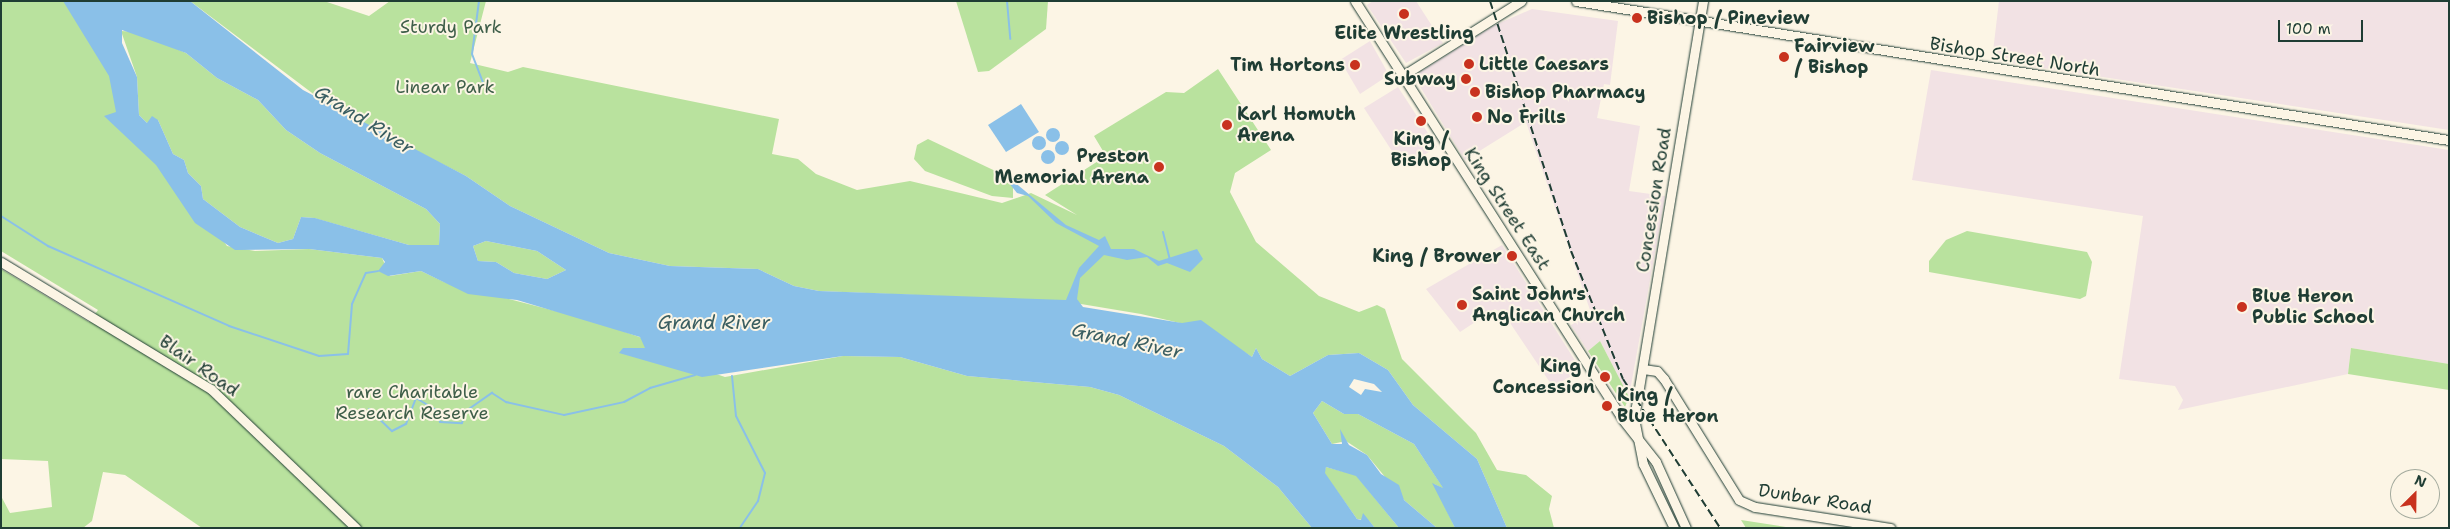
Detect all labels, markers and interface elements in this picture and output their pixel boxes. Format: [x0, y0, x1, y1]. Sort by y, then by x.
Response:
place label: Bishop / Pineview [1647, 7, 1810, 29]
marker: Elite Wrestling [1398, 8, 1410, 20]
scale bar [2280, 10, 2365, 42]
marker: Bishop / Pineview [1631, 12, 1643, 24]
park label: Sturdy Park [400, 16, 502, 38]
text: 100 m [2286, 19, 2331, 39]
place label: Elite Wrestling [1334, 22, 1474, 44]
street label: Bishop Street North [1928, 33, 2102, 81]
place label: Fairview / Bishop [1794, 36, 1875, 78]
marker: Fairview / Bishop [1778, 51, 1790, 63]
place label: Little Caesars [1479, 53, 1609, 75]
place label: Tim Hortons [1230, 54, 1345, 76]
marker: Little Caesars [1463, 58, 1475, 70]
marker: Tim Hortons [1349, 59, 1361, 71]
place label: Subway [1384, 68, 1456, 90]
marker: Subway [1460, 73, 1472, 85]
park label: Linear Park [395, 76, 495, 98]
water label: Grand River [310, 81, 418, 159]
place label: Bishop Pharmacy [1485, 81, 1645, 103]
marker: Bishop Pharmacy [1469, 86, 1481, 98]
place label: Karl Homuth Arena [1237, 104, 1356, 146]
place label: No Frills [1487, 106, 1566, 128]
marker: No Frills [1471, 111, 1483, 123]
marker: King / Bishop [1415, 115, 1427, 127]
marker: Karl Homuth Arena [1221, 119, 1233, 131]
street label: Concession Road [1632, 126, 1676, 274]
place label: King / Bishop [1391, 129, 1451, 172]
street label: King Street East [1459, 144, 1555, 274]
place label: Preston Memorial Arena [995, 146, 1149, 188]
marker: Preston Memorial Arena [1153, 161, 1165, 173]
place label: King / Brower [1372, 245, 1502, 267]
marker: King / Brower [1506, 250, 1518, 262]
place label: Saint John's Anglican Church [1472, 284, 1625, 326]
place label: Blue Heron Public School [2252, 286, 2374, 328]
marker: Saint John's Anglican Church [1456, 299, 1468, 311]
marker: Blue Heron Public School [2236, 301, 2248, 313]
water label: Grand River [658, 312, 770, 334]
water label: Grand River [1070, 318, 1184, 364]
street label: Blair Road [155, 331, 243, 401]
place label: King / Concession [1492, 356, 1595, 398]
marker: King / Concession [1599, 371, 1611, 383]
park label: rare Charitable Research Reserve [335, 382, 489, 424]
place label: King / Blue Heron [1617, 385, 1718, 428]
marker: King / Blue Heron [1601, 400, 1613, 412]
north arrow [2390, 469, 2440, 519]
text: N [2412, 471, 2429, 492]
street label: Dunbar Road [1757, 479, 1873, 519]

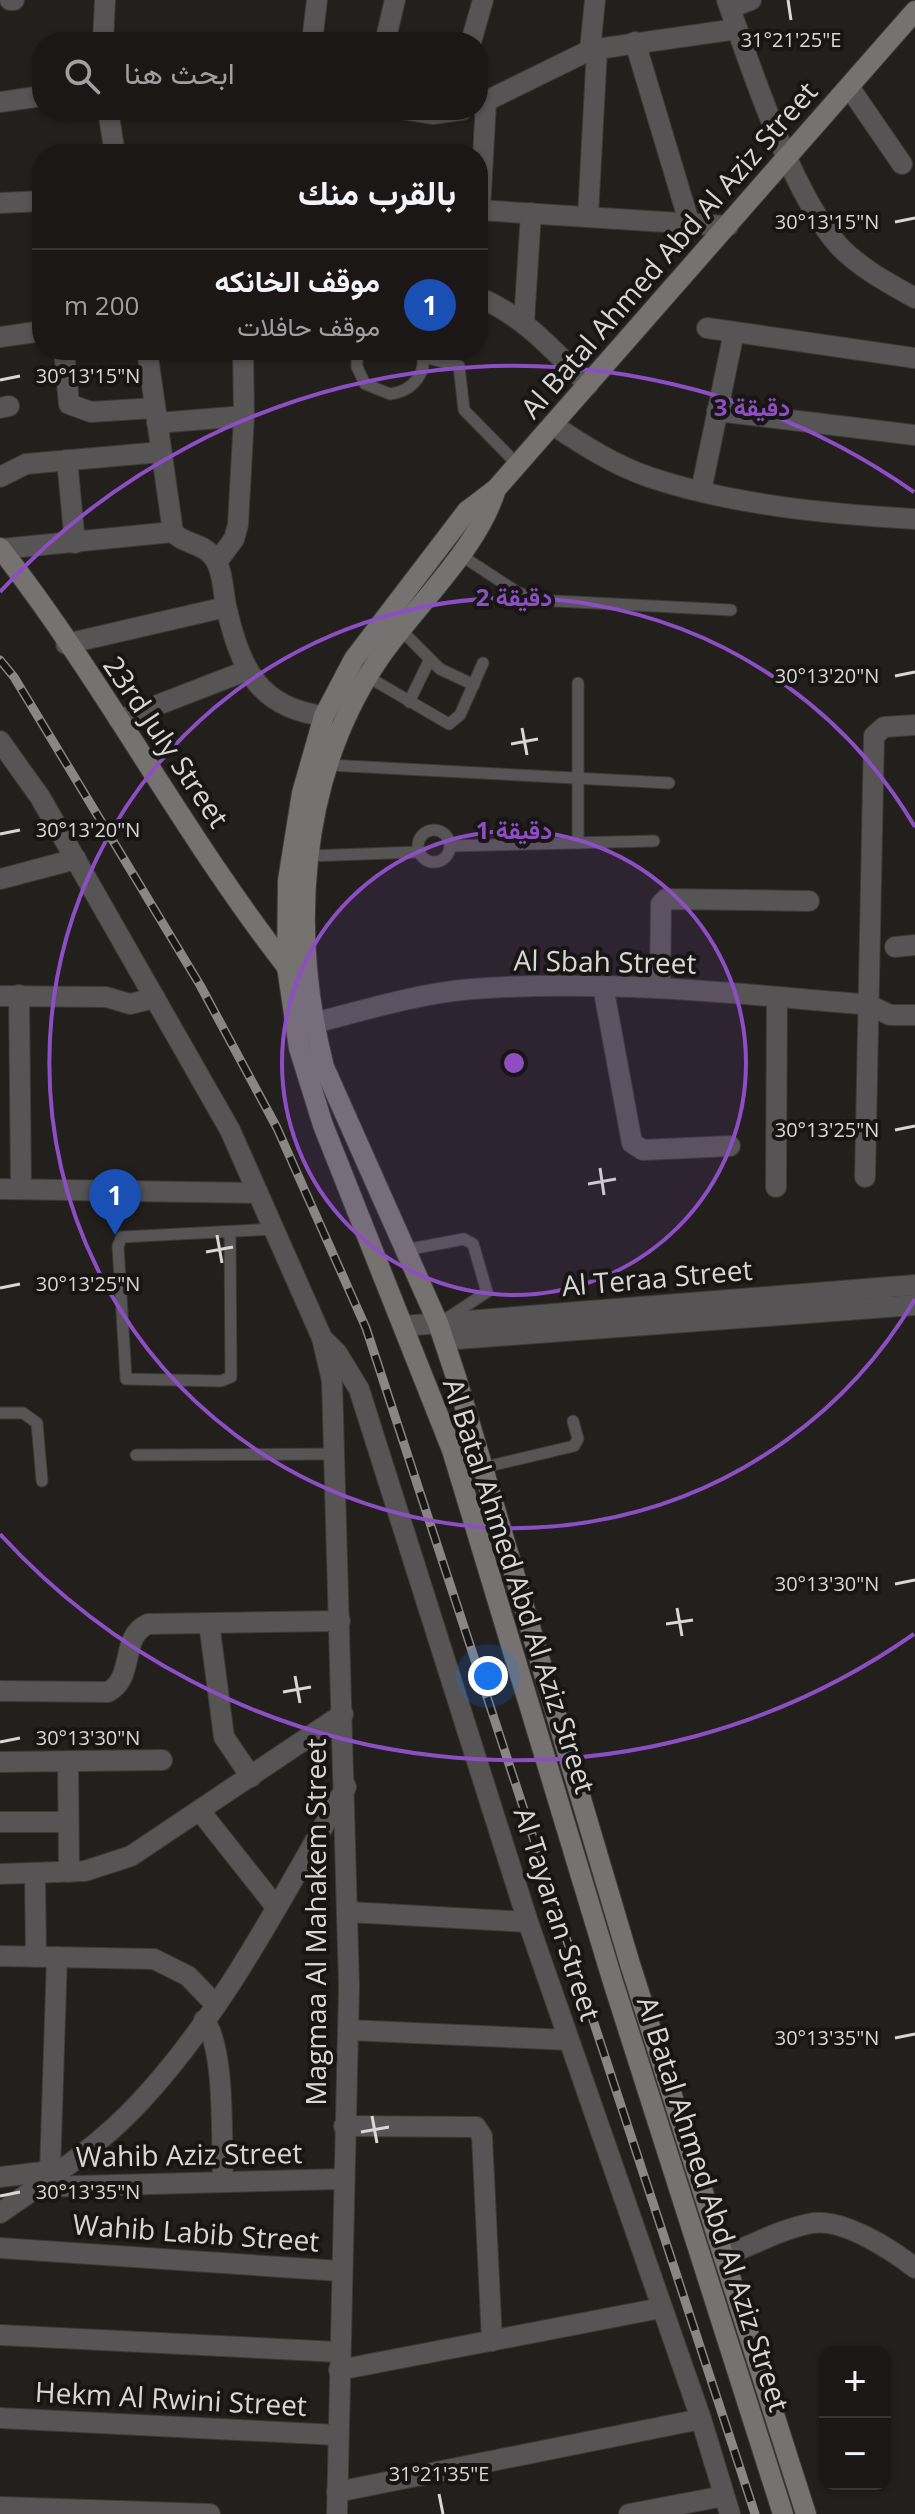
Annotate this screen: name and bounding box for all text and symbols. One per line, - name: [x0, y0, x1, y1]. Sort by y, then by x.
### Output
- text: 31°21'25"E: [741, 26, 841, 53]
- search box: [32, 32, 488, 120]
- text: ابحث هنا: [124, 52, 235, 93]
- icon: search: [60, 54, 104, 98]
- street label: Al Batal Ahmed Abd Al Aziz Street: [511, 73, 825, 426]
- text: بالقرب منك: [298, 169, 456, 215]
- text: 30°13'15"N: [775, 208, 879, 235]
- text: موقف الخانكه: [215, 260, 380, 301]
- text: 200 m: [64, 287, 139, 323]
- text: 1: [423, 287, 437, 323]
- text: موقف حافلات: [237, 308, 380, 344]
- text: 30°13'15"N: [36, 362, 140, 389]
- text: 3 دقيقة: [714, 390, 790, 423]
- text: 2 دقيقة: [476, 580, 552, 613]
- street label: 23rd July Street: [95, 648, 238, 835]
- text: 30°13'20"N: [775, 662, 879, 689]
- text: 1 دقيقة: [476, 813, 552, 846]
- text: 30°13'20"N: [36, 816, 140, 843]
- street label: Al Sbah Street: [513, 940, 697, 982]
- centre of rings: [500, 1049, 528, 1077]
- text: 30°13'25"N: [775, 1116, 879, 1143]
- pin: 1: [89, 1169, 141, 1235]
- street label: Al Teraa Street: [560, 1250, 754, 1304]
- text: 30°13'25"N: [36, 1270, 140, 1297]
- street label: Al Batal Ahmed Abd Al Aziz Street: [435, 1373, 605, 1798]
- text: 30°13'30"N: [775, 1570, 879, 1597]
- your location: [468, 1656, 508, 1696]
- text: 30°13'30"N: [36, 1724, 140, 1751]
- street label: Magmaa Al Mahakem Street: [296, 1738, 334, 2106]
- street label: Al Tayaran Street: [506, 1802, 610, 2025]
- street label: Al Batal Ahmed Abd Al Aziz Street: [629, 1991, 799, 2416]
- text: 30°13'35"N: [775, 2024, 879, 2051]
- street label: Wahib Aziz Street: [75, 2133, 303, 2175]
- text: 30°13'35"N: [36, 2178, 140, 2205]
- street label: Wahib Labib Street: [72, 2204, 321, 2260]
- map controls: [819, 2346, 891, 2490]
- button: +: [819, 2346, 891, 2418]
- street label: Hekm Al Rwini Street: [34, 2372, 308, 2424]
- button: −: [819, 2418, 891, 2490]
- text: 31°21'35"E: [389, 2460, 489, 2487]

#####

## Try it
Reproduce the records in full and leave the images behind.

## Solution for this exercise
Detect all labels, markers and interface elements in this picture and output their pixel boxes. Format: [x0, y0, x1, y1]. Sort by y, then by x.
Response:
place label: Bishop / Pineview [1647, 7, 1810, 29]
marker: Elite Wrestling [1398, 8, 1410, 20]
scale bar [2280, 10, 2365, 42]
marker: Bishop / Pineview [1631, 12, 1643, 24]
park label: Sturdy Park [400, 16, 502, 38]
text: 100 m [2286, 19, 2331, 39]
place label: Elite Wrestling [1334, 22, 1474, 44]
street label: Bishop Street North [1928, 33, 2102, 81]
place label: Fairview / Bishop [1794, 36, 1875, 78]
marker: Fairview / Bishop [1778, 51, 1790, 63]
place label: Little Caesars [1479, 53, 1609, 75]
place label: Tim Hortons [1230, 54, 1345, 76]
marker: Little Caesars [1463, 58, 1475, 70]
marker: Tim Hortons [1349, 59, 1361, 71]
place label: Subway [1384, 68, 1456, 90]
marker: Subway [1460, 73, 1472, 85]
park label: Linear Park [395, 76, 495, 98]
water label: Grand River [310, 81, 418, 159]
place label: Bishop Pharmacy [1485, 81, 1645, 103]
marker: Bishop Pharmacy [1469, 86, 1481, 98]
place label: Karl Homuth Arena [1237, 104, 1356, 146]
place label: No Frills [1487, 106, 1566, 128]
marker: No Frills [1471, 111, 1483, 123]
marker: King / Bishop [1415, 115, 1427, 127]
marker: Karl Homuth Arena [1221, 119, 1233, 131]
street label: Concession Road [1632, 126, 1676, 274]
place label: King / Bishop [1391, 129, 1451, 172]
street label: King Street East [1459, 144, 1555, 274]
place label: Preston Memorial Arena [995, 146, 1149, 188]
marker: Preston Memorial Arena [1153, 161, 1165, 173]
place label: King / Brower [1372, 245, 1502, 267]
marker: King / Brower [1506, 250, 1518, 262]
place label: Saint John's Anglican Church [1472, 284, 1625, 326]
place label: Blue Heron Public School [2252, 286, 2374, 328]
marker: Saint John's Anglican Church [1456, 299, 1468, 311]
marker: Blue Heron Public School [2236, 301, 2248, 313]
water label: Grand River [658, 312, 770, 334]
water label: Grand River [1070, 318, 1184, 364]
street label: Blair Road [155, 331, 243, 401]
place label: King / Concession [1492, 356, 1595, 398]
marker: King / Concession [1599, 371, 1611, 383]
park label: rare Charitable Research Reserve [335, 382, 489, 424]
place label: King / Blue Heron [1617, 385, 1718, 428]
marker: King / Blue Heron [1601, 400, 1613, 412]
north arrow [2390, 469, 2440, 519]
text: N [2412, 471, 2429, 492]
street label: Dunbar Road [1757, 479, 1873, 519]

Annotate this screen: name and bounding box for all text and symbols. One per line, - name: [x0, y0, x1, y1]. Sort by y, then by x.
### Output
- text: 31°21'25"E: [741, 26, 841, 53]
- search box: [32, 32, 488, 120]
- text: ابحث هنا: [124, 52, 235, 93]
- icon: search: [60, 54, 104, 98]
- street label: Al Batal Ahmed Abd Al Aziz Street: [511, 73, 825, 426]
- text: بالقرب منك: [298, 169, 456, 215]
- text: 30°13'15"N: [775, 208, 879, 235]
- text: موقف الخانكه: [215, 260, 380, 301]
- text: 200 m: [64, 287, 139, 323]
- text: 1: [423, 287, 437, 323]
- text: موقف حافلات: [237, 308, 380, 344]
- text: 30°13'15"N: [36, 362, 140, 389]
- text: 3 دقيقة: [714, 390, 790, 423]
- text: 2 دقيقة: [476, 580, 552, 613]
- street label: 23rd July Street: [95, 648, 238, 835]
- text: 30°13'20"N: [775, 662, 879, 689]
- text: 1 دقيقة: [476, 813, 552, 846]
- text: 30°13'20"N: [36, 816, 140, 843]
- street label: Al Sbah Street: [513, 940, 697, 982]
- centre of rings: [500, 1049, 528, 1077]
- text: 30°13'25"N: [775, 1116, 879, 1143]
- pin: 1: [89, 1169, 141, 1235]
- street label: Al Teraa Street: [560, 1250, 754, 1304]
- text: 30°13'25"N: [36, 1270, 140, 1297]
- street label: Al Batal Ahmed Abd Al Aziz Street: [435, 1373, 605, 1798]
- text: 30°13'30"N: [775, 1570, 879, 1597]
- your location: [468, 1656, 508, 1696]
- text: 30°13'30"N: [36, 1724, 140, 1751]
- street label: Magmaa Al Mahakem Street: [296, 1738, 334, 2106]
- street label: Al Tayaran Street: [506, 1802, 610, 2025]
- street label: Al Batal Ahmed Abd Al Aziz Street: [629, 1991, 799, 2416]
- text: 30°13'35"N: [775, 2024, 879, 2051]
- street label: Wahib Aziz Street: [75, 2133, 303, 2175]
- text: 30°13'35"N: [36, 2178, 140, 2205]
- street label: Wahib Labib Street: [72, 2204, 321, 2260]
- map controls: [819, 2346, 891, 2490]
- button: +: [819, 2346, 891, 2418]
- street label: Hekm Al Rwini Street: [34, 2372, 308, 2424]
- button: −: [819, 2418, 891, 2490]
- text: 31°21'35"E: [389, 2460, 489, 2487]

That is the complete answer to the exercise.